376 F2d 585 Copeland v. South Bend Community School Corporation
376 F.2d 585
Ruth COPELAND et al., Plaintiffs-Appellants,
SOUTH BEND COMMUNITY SCHOOL CORPORATION et al., Defendants-Appellees.
United States Court of Appeals Seventh Circuit.
May 8, 1967.
Charles H. Wills, South Bend, Ind., Robert L. Carter, Lewis M. Steel, New York City, J. Chester Allen, Jr., South Bend, Ind., Thomas F. Broden, Jr., Law School, University of Notre Dame, Notre Dame, Ind., for appellant.
Louis C. Chapleau, Arthur J. Perry, South Bend, Ind., for appellee.
Before KNOCH, KILEY and CUMMINGS, Circuit Judges.
On April 20, 1966, plaintiffs, Negro school children attending Linden School in South Bend, Indiana, filed suit for declaratory judgment and permanent and temporary injunctive relief based on claims that defendants acting under color of Indiana law proposed replacement of Linden School in a way alleged to be intended to continue, and create, segregation of Negro children, in denial of equal protection of laws guaranteed by the Fourteenth Amendment. Issue was joined and discovery is proceeding under a schedule approved by the district court in that proceeding.
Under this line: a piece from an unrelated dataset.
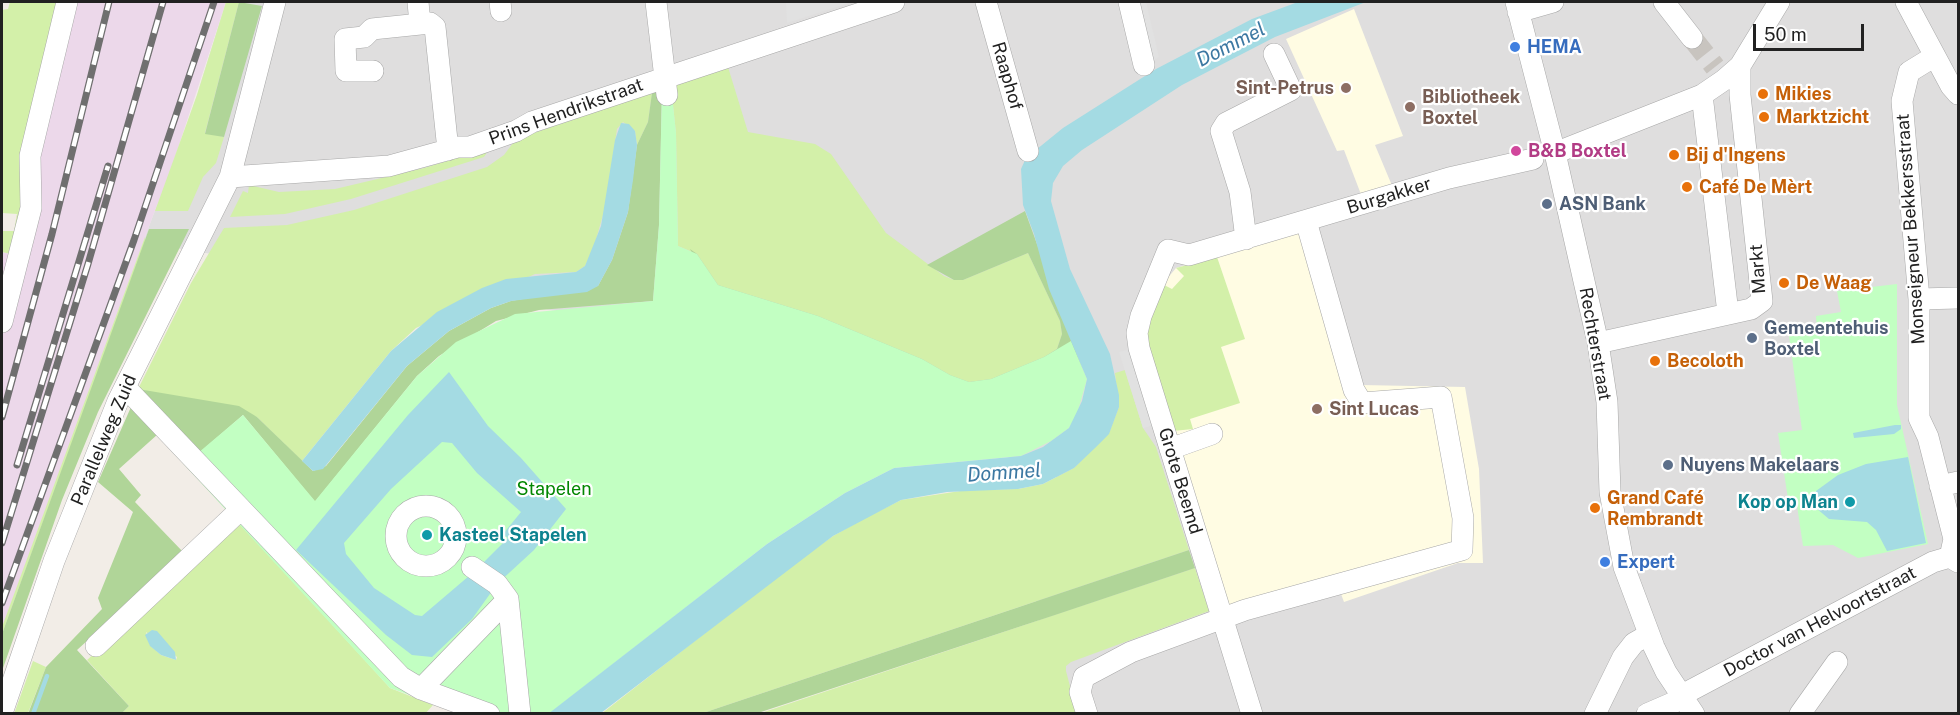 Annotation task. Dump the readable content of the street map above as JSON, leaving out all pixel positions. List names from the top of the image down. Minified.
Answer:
{"streets":{"street":["Raaphof","Prins Hendrikstraat","Burgakker","Monseigneur Bekkersstraat","Markt","Rechterstraat","Parallelweg Zuid","Grote Beemd","Doctor van Helvoortstraat"]},"crossings":[["Prins Hendrikstraat","Parallelweg Zuid"],["Burgakker","Grote Beemd"],["Monseigneur Bekkersstraat","Doctor van Helvoortstraat"],["Rechterstraat","Doctor van Helvoortstraat"]],"water":["Dommel"],"parks":["Stapelen"],"places":["HEMA","Sint-Petrus","Mikies","Bibliotheek Boxtel","Marktzicht","B&B Boxtel","Bij d'Ingens","Café De Mèrt","ASN Bank","De Waag","Gemeentehuis Boxtel","Becoloth","Sint Lucas","Nuyens Makelaars","Kop op Man","Grand Café Rembrandt","Kasteel Stapelen","Expert"],"scale_bar":"50 m"}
On December 9, 1966, a ceiling in a Linden classroom collapsed while school was in session, but with no injury to anyone. The school was thereafter closed before the regular Christmas recess. On December 22, 1966, plaintiffs filed a motion, under the basic suit, with a supporting affidavit, for a preliminary injunction to prevent opening of the school after the Christmas recess on the grounds that it was 'both unsafe and completely inadequate as a school structure.' The court ordered a hearing on the motion and heard evidence on December 30 and 31, 1966, which included expert testimony by both parties, directed to the question of safety of the school for continued use, and heard arguments of counsel.
The court rendered an exhaustive oral opinion which concluded 'that the Linden School building is safe for the proposed continued occupancy.' Formal findings of specific fact, the ultimate findings pursuant to Rule 52(a), and conclusions of law, and judgment anticipated in the oral opinion, followed.
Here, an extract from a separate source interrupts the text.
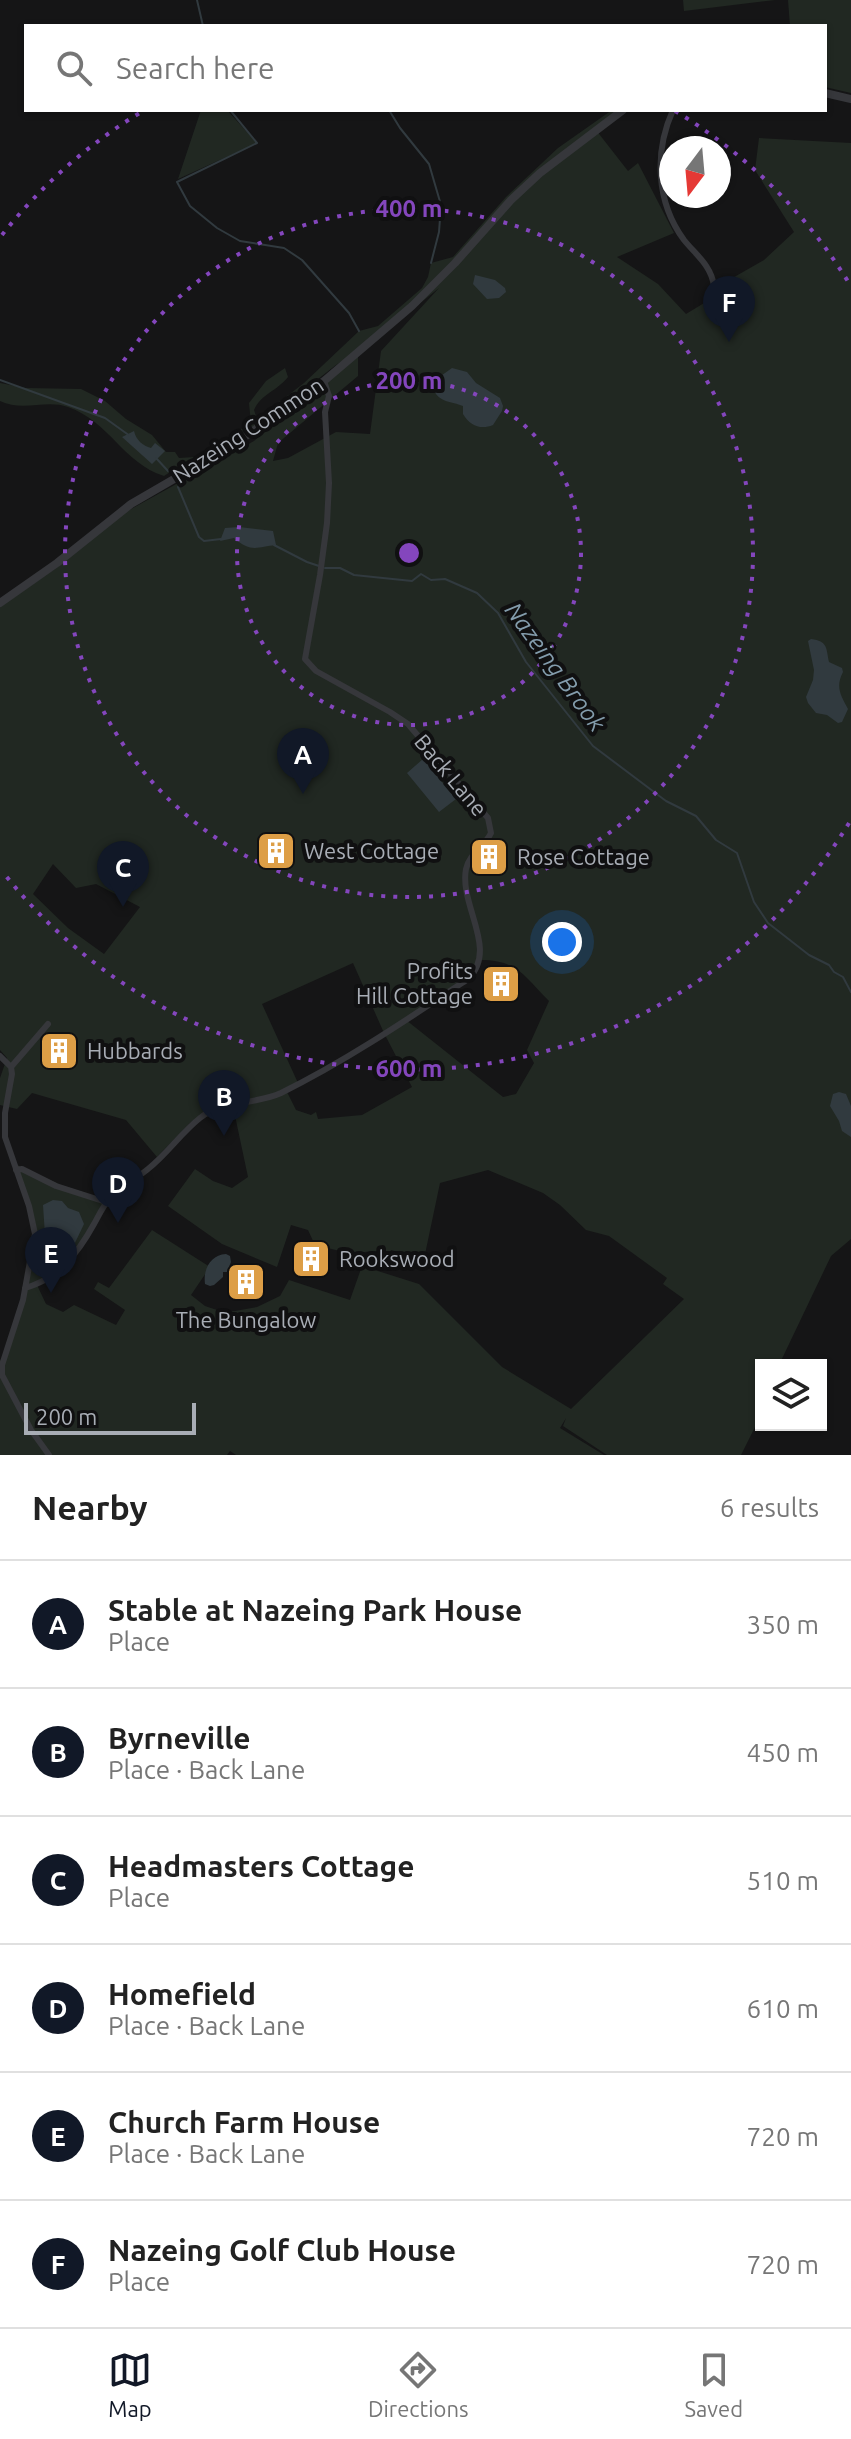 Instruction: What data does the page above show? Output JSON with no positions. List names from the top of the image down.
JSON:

The appeal before us is taken from that judgment under 28 U.S.C. 1292(a)(1), and our review is limited to determining whether the district court's ruling was an abuse of discretion. Graham v. Triangle Publishing Inc., 344 F.2d 775, 776 (3d Cir. 1965).
We have studied the briefs, heard oral arguments and conferred upon the records and issue. Plaintiffs have not shown in this court that the findings of the district court underlying the denial of the preliminary injunction are 'clearly erroneous.' This we think is the only question before us, since if the judgment is based on findings having substantial evidentiary support, there is no abuse of discretion in the district court's ruling.
The specific findings, with a substantial basis in the evidence, support the ultimate findings that the Linden School is both structurally and otherwise sound and safe and does not constitute a safety or health hazard, that no overcrowding condition exists, and that the school is 'safe and suitable for continued occupancy by its regularly enrolled students.' The ultimate finding supports the conclusion that no constitutional rights of plaintiffs were denied by reason of the issue raised by the motion for preliminary injunction. The judgment denying the preliminary injunction is justified upon the findings and conclusion.